* **Assignment**:
The task calls for each line of the records below in which the word "hotell" appears.

··· Data provided ···

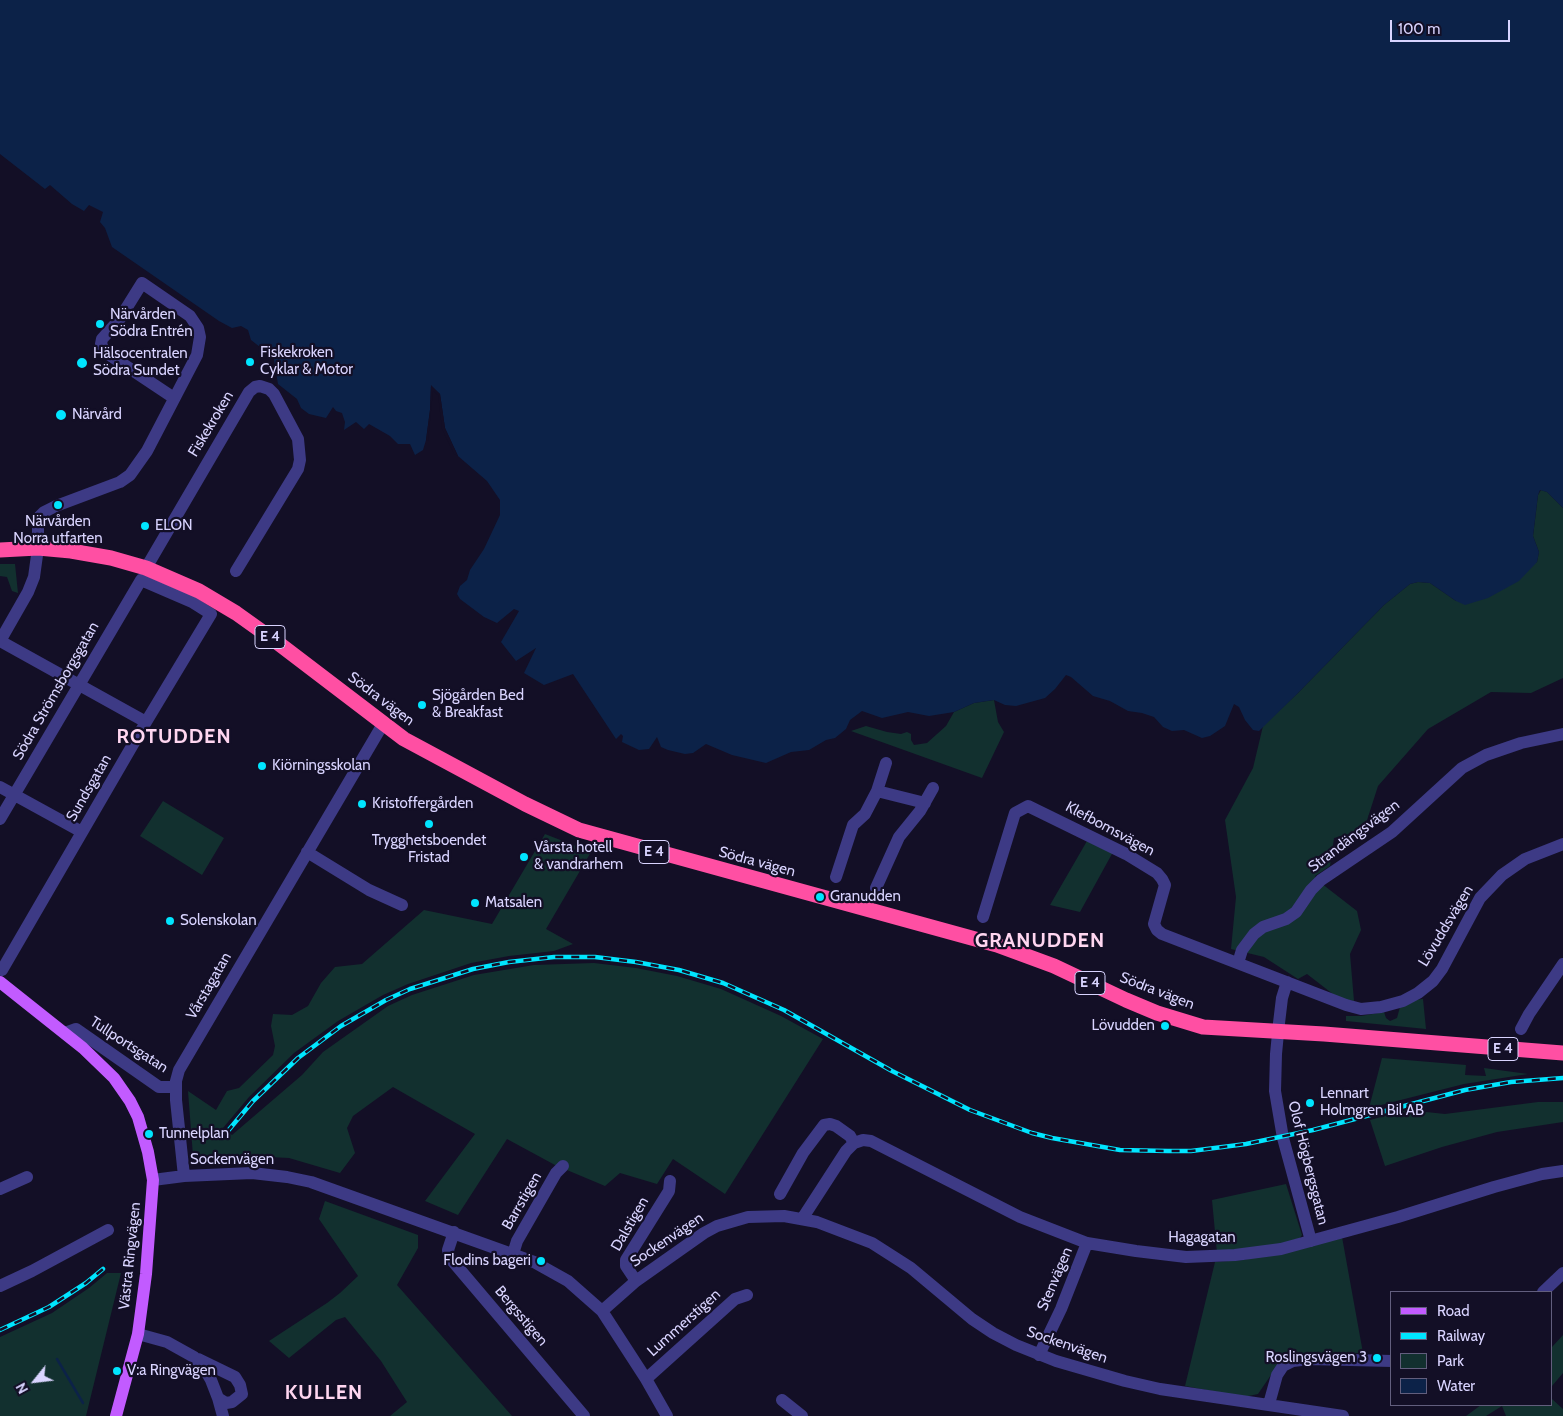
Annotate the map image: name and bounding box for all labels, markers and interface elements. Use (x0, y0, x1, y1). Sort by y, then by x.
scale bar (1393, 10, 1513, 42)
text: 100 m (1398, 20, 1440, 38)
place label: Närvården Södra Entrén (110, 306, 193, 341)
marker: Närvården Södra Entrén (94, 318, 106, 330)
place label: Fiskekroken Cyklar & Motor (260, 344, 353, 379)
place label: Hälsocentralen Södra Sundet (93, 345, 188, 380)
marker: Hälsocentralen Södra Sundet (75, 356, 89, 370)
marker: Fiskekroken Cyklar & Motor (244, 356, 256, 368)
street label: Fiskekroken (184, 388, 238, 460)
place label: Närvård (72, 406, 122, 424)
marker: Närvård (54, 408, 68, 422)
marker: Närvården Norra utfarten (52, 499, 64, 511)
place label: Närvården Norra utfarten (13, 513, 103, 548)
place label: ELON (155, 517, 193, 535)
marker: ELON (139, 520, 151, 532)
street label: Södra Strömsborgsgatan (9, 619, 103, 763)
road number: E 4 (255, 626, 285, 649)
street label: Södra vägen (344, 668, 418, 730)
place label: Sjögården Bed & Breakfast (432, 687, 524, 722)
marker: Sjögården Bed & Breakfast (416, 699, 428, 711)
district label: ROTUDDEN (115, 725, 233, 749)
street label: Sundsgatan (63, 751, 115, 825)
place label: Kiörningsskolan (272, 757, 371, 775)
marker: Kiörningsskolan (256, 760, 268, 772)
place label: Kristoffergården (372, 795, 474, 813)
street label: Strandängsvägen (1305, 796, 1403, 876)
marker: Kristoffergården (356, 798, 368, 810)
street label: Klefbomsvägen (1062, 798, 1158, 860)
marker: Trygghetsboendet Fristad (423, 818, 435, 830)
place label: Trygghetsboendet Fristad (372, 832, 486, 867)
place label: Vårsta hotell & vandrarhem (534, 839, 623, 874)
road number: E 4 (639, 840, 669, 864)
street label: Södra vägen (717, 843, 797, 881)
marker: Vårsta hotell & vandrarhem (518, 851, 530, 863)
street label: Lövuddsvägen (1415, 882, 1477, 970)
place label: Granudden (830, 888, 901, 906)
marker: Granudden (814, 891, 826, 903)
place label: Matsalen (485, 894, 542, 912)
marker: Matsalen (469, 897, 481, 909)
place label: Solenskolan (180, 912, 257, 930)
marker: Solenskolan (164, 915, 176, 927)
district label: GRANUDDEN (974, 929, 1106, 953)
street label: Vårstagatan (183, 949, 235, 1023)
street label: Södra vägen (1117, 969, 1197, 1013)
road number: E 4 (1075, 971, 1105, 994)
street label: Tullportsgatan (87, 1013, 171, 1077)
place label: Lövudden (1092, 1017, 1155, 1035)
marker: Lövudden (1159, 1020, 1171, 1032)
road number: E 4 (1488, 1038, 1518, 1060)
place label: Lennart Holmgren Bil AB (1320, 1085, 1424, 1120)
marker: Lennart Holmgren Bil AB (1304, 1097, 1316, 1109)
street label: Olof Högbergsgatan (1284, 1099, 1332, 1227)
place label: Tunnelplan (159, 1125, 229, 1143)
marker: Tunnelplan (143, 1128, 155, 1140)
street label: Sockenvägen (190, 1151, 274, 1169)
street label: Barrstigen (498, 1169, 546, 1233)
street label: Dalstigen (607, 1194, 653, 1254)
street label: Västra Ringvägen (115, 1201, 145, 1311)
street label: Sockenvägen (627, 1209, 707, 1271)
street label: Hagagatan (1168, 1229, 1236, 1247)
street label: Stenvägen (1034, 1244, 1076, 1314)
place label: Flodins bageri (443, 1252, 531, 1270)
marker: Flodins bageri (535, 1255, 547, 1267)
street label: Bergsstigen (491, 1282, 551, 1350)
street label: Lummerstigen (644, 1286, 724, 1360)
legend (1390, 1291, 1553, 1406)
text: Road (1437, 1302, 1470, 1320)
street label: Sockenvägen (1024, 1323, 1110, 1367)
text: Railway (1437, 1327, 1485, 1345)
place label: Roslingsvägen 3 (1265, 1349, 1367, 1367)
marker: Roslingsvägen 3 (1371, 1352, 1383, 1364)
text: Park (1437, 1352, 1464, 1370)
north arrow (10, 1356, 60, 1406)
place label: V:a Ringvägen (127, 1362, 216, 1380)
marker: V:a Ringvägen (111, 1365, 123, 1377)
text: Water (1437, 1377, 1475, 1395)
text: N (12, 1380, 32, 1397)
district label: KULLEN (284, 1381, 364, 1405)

···

* **Result of this exercise**:
place label: Vårsta hotell & vandrarhem (534, 839, 623, 874)
marker: Vårsta hotell & vandrarhem (518, 851, 530, 863)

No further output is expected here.